• **WHAT TO PRODUCE**
Looking at the records below, say how many lines include "column", and add nothing else.
###
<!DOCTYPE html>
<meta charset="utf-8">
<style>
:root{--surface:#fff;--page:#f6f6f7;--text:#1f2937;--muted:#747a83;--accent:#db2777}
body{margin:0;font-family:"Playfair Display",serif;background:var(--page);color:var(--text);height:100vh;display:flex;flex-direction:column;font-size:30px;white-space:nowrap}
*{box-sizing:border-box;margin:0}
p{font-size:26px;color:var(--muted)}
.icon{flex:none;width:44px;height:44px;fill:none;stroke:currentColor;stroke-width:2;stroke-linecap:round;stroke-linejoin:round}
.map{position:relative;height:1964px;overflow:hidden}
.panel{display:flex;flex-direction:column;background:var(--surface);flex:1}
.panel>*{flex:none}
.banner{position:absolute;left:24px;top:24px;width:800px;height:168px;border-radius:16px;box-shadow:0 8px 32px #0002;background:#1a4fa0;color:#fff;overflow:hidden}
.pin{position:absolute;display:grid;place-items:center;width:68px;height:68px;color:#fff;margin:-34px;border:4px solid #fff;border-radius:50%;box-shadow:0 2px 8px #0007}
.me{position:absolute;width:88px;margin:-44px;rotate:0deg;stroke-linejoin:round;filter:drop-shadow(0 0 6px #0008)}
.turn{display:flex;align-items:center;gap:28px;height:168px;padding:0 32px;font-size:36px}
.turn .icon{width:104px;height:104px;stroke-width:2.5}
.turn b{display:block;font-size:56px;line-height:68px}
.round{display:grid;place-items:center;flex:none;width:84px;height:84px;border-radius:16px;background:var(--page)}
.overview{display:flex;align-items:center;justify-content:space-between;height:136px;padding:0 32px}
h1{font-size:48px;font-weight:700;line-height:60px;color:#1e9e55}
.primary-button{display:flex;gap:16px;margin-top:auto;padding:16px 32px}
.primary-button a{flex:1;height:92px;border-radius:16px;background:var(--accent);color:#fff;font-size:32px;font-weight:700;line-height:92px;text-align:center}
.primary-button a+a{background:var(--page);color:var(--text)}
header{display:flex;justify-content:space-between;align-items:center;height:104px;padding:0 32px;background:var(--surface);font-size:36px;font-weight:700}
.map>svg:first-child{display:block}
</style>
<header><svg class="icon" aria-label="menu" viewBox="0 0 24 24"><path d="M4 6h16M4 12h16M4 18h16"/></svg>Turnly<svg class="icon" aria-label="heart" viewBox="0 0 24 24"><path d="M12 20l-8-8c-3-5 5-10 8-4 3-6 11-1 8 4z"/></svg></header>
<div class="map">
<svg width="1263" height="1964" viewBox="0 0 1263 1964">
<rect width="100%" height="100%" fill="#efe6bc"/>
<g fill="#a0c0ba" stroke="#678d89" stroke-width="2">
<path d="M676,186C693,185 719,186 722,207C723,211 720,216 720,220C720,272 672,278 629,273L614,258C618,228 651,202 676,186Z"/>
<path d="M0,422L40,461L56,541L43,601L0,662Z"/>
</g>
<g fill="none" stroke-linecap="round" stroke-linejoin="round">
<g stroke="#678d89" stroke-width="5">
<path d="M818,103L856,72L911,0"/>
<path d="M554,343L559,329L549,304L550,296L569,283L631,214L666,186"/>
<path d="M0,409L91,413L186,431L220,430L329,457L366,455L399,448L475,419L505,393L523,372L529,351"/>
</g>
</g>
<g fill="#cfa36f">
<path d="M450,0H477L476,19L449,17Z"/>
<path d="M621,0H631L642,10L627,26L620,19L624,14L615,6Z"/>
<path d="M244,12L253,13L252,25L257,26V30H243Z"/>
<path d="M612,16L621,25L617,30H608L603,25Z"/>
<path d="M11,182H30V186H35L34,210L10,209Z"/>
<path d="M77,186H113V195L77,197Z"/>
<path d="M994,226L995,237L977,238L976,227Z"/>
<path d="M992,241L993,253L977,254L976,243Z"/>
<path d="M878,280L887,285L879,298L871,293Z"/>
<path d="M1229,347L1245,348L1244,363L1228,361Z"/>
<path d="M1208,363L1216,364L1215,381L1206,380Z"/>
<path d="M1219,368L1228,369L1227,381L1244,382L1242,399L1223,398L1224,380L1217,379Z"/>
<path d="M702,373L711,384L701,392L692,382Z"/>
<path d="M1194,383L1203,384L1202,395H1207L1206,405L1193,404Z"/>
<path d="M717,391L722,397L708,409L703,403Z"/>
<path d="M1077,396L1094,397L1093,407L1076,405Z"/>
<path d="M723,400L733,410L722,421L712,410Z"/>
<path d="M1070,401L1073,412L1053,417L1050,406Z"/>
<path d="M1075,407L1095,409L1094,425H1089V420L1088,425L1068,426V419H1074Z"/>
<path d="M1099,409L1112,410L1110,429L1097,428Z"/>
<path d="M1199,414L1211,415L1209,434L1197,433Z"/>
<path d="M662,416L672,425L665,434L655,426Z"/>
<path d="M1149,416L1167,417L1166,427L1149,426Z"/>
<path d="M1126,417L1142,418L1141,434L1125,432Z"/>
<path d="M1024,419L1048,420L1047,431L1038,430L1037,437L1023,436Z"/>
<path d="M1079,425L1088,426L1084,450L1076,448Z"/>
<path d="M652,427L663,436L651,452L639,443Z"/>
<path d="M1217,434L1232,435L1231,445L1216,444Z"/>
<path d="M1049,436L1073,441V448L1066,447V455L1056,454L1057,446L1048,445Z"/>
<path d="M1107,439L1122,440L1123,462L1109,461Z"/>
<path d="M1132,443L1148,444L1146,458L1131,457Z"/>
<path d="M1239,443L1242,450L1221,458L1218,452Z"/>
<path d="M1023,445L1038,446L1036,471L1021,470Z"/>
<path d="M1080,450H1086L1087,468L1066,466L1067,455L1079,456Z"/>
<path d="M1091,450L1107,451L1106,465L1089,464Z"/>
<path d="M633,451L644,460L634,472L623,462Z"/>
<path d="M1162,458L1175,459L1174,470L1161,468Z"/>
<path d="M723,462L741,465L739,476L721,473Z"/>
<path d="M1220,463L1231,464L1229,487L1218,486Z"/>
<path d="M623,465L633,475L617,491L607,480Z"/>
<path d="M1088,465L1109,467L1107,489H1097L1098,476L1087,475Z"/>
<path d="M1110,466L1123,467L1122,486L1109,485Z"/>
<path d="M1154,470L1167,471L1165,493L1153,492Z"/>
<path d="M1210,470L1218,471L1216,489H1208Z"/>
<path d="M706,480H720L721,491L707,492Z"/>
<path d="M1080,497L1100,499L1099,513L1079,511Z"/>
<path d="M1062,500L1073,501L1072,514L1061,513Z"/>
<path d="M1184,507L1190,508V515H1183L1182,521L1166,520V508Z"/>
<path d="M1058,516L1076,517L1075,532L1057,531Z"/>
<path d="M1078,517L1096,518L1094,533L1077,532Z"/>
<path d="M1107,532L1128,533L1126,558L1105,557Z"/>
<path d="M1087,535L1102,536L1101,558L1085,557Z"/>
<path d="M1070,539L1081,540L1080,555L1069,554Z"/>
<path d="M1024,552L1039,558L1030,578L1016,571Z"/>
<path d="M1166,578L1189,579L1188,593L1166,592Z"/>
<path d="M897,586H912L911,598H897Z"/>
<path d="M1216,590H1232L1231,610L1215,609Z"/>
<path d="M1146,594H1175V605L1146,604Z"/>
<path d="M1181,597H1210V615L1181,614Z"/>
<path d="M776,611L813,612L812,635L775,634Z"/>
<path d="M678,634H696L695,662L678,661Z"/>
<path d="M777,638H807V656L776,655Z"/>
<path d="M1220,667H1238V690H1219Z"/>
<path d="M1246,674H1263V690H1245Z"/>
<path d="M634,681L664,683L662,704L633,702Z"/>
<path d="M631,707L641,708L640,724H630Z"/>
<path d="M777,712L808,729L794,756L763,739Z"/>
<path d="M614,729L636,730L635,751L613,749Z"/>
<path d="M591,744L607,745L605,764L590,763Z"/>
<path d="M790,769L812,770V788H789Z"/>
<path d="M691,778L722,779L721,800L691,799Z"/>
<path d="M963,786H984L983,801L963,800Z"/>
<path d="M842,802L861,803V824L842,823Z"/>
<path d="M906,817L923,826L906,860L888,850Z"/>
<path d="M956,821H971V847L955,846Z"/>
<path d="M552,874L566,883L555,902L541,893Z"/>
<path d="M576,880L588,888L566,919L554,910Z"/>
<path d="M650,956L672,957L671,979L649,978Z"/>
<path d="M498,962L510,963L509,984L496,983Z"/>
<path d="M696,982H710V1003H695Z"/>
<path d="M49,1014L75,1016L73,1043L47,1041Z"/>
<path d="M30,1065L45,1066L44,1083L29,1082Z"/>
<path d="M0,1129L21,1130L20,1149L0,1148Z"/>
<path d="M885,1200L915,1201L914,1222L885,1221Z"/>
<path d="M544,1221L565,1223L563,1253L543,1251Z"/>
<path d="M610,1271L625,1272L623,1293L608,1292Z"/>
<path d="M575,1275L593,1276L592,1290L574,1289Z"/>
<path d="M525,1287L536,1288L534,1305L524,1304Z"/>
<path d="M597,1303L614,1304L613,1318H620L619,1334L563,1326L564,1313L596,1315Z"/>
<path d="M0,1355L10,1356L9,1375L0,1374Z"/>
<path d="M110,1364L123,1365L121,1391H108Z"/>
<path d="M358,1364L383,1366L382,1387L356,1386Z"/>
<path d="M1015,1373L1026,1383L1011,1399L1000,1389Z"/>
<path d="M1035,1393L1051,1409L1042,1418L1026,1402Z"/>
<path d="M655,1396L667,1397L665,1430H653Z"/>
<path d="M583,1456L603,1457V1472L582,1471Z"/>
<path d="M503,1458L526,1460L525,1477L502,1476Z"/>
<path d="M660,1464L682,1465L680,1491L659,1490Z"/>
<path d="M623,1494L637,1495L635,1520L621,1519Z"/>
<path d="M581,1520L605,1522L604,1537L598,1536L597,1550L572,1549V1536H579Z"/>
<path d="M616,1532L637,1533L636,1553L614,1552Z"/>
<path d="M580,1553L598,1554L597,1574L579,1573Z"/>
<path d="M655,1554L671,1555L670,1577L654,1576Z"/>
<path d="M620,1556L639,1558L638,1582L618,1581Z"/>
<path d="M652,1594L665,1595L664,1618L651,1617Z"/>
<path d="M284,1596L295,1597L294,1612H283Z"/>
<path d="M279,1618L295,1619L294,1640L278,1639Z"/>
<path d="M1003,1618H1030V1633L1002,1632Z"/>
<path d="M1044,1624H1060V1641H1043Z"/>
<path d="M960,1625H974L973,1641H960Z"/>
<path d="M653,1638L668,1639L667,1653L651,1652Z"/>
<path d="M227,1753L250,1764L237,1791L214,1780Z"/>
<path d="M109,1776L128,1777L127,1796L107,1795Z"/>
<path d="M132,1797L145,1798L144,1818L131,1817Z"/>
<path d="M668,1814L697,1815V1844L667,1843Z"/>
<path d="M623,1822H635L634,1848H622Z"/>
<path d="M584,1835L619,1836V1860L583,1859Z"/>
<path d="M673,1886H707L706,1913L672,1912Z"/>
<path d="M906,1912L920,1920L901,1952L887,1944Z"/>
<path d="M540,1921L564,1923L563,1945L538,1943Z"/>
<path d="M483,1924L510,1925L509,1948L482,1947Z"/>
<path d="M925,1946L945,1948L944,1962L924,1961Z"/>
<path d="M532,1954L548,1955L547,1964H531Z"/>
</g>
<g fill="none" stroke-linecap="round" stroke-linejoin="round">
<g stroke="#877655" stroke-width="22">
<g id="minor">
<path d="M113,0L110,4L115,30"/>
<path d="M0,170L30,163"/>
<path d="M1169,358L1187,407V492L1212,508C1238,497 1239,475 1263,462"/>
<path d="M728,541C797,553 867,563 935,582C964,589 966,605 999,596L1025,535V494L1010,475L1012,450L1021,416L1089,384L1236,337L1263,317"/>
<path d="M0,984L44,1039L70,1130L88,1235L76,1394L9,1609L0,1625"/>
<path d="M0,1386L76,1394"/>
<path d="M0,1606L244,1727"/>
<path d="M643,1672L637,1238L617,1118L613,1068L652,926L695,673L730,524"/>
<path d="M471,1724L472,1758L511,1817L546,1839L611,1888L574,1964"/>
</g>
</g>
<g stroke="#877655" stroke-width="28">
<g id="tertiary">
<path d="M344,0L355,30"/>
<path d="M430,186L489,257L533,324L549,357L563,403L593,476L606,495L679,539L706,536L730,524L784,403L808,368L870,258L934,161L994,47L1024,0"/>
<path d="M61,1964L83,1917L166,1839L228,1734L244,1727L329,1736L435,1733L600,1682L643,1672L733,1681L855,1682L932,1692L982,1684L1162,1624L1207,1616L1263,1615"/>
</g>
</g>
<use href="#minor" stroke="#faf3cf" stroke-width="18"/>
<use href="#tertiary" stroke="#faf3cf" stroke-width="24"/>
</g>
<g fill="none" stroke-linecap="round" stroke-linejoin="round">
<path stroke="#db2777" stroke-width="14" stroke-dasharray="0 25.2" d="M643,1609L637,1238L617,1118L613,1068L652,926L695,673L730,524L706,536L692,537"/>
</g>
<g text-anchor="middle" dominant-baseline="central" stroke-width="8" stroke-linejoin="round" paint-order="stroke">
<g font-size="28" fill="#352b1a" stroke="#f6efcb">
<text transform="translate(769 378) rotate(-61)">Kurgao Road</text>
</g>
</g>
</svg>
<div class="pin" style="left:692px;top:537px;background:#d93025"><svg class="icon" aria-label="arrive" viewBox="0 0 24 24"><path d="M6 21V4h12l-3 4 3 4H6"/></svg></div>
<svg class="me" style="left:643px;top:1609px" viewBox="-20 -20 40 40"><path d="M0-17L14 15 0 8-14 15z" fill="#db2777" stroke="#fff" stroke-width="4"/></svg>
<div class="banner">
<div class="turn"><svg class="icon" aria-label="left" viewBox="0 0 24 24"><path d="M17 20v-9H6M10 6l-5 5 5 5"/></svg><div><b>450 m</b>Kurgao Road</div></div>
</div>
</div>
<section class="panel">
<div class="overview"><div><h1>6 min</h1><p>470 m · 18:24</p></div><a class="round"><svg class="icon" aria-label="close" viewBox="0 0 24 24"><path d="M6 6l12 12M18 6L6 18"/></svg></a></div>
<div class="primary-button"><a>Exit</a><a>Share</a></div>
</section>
###
• **RESPONSE TO THE EXERCISE**
2